I talk through my teeth when i am talking to my pets.

carry my cat by holding it's front and back legs

Inspect the shower, bath or toilet, then washing it until you believe it is suitable to use.

Say "Up and Down" for "Left or Right"

Make calculations with house number. Eg: House nº 112 means house nº 4

YEET! TURN UP! KEEP IT ONEHUNNIT DADDY!! YAS GAGA YASS!! SIGN ME UP FOR THAT!! PU$$Y ON FLEEK!! PULLOUT GAME STRONG! LARRY IS REAL!! IMMA LET YOU FINISH!! IMMA REAL G! HOLYMOTHERFUCKINGSHIT!!!!!! I SAID HA! BITCH WHERE??? GIVE ME SOME ASS!! WHAT ARE THOOOSE!!! WHERE THEY AT THO?! BITCH BETTA HAVE MUH MONEY! FCK HER RIGHT IN THE PSSY! EAT THAT BOOTY LIKE GROCERIES!!!!! SURFBOARD! IM NOT GAY NO MORE! WHO'S YOUR DADDY? HOW YOU LIKE DEM APPLES?!! QUEEN! SLAY!

I like asking my wife how her SIMIANS are doing (the sims 4) because its fun watching her try to hide the fact that it annoys her. Nero, now if you thought Moral Man the Friendly neighbourhood r*pist was bad... Well, thumb me down I dare you! Seriously I totally did not have a certain bitch turkish hacker put a tracker on my laptop si I can find out where you live... And pay some guy to break your kneecaps... I only done it twice though... Here on horsehead network :) Third time is a charm ;) NERO: Actually I paid people five times, the fourth did not do his job, so I pay a fifth to FINISH HIM! (Sometimes I think people on craigslist just like to kill for the fun of it, seriously, eighty bucks?)

All of my friends go to halloween parties. I still go trick or treating.

Layer the water in the toilet with toilet paper, so when I poo the water does splash back up and splatter poo and water all over my bum

When you don't have enough money for something, you just take a tiny bit of money from your siblings and parents room at a time so they don't notice any different

I find that whenever I go somewhere it always seems to take longer than when I come back home

Sweet! I've just received my free minecraft giftcode! >> Minecraftcodes.info <

Scroll aimlessly through the posts on this website and for some reason, creepily stop and check the comments on the one that has the word "boobs" in it.

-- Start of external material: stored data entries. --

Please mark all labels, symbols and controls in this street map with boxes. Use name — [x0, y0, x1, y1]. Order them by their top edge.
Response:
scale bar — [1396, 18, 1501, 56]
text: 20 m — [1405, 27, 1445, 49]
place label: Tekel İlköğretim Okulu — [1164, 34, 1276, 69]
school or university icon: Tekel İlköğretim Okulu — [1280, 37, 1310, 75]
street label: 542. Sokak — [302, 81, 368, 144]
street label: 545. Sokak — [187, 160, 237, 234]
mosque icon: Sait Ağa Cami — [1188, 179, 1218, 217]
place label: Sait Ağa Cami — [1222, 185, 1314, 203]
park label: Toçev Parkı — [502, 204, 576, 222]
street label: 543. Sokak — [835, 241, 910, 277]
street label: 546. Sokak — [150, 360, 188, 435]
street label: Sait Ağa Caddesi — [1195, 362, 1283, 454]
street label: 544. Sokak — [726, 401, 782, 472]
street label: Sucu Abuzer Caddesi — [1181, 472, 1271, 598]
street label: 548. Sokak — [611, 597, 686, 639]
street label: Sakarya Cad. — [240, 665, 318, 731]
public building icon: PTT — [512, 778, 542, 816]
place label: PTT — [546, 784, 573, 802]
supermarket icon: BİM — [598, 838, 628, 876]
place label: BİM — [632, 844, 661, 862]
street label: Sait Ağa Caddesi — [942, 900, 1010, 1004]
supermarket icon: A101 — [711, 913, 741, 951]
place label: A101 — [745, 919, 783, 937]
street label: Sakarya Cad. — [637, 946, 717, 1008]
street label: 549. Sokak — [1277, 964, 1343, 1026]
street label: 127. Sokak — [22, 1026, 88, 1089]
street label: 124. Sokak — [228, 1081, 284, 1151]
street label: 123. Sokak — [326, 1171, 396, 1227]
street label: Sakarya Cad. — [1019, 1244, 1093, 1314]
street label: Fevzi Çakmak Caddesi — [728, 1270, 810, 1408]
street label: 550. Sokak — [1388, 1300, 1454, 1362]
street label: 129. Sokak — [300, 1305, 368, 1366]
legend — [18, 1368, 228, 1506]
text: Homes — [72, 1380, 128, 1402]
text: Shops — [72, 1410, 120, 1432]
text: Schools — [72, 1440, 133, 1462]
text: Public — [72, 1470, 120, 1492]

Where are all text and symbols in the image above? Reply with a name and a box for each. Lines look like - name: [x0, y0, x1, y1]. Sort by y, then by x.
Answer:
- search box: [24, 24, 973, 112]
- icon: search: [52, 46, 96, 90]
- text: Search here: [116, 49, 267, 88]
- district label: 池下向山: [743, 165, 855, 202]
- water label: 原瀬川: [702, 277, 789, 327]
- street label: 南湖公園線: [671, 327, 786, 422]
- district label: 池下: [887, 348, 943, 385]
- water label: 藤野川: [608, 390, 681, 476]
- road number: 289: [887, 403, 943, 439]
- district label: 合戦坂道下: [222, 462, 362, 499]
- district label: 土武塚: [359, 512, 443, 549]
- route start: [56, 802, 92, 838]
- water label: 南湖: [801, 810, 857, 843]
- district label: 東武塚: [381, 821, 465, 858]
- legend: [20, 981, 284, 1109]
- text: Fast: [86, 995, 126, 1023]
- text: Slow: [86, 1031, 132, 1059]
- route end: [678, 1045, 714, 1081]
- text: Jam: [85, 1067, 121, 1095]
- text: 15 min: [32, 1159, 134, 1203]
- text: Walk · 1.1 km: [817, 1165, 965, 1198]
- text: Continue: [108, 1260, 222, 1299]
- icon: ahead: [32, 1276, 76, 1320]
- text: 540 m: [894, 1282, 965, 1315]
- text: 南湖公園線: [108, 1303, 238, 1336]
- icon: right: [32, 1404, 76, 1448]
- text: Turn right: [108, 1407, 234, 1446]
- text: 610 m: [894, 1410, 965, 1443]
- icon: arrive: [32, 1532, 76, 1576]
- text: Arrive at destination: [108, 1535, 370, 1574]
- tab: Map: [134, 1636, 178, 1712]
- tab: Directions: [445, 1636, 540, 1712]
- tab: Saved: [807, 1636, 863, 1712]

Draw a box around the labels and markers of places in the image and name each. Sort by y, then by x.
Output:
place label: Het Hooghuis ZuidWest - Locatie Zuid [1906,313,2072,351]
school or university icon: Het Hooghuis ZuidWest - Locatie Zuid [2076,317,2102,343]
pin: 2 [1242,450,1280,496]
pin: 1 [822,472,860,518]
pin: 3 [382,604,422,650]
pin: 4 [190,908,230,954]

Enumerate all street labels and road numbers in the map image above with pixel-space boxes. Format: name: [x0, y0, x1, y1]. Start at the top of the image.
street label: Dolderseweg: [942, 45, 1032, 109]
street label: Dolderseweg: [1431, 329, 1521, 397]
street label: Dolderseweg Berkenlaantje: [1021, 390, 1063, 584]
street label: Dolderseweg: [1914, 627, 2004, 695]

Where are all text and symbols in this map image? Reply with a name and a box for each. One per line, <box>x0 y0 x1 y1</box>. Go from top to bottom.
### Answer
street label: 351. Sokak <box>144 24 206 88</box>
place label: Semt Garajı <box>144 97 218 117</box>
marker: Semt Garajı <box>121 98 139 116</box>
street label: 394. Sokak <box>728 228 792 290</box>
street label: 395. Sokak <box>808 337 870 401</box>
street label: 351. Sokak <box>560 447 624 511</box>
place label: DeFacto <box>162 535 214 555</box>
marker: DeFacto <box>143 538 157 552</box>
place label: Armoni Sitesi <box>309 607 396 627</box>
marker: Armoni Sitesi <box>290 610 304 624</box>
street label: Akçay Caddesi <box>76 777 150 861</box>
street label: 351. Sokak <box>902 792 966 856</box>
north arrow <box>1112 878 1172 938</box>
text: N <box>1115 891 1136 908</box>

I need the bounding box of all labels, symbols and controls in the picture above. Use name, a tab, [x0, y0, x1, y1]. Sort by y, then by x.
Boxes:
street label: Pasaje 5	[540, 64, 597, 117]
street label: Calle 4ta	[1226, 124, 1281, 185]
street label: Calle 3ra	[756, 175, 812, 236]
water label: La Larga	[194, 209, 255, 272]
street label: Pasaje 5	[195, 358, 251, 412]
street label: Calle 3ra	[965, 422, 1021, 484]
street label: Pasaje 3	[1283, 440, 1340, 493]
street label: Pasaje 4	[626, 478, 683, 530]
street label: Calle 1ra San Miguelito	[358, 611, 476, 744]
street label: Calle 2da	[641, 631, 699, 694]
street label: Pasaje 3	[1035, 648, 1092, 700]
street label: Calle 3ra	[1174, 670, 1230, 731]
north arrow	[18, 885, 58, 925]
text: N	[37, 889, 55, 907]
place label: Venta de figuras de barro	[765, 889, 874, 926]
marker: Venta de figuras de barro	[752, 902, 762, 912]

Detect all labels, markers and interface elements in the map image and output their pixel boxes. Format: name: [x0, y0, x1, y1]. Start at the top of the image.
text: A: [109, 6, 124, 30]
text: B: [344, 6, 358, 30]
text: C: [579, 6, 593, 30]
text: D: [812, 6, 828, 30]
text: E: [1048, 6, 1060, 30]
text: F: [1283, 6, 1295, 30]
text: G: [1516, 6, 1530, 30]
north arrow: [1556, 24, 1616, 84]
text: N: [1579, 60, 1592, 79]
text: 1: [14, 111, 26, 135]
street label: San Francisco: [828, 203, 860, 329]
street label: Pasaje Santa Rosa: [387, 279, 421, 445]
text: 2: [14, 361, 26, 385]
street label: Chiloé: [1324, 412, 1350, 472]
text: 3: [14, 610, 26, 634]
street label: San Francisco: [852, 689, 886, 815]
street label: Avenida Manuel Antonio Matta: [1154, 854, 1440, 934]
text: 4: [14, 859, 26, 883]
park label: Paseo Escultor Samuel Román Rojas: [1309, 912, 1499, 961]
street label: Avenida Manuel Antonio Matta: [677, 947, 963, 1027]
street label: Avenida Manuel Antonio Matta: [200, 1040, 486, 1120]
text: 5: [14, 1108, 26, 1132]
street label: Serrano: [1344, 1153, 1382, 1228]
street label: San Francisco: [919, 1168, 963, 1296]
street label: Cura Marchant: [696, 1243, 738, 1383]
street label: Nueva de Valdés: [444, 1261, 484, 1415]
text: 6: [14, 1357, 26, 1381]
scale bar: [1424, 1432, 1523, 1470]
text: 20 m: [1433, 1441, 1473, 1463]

Avoid eating at parties to look as though you're not hungry

Sometimes I wait a long time to pee when I really have to go. It feels good.

Trying to do things before the microwave beeps .

Make up a song to yourself.

When you like your own comment or status', but then you feel kind of pathetic for doing it so you unlike it.

When I get "interactive" commercials on my laptop screen, I like to "just shoot 4 out of 5 ducks" and feel like I have cheated the system.

Run faster down hotel corridors.

If im taking a crap in the public washrooms and someone walks in I try to make covering noise as soon as its about to plop.

eat the muffin bottom because it isn't as good as the top and i want to get it over with

Become self-conscious and wonder if you were making faces while day dreaming during the middle of class.

Make fun of someone for something. Then realize you do the same thing

Things You Think Only You Do

A collection of things you think only you do. Go ahead and confess. You probably aren't the only one.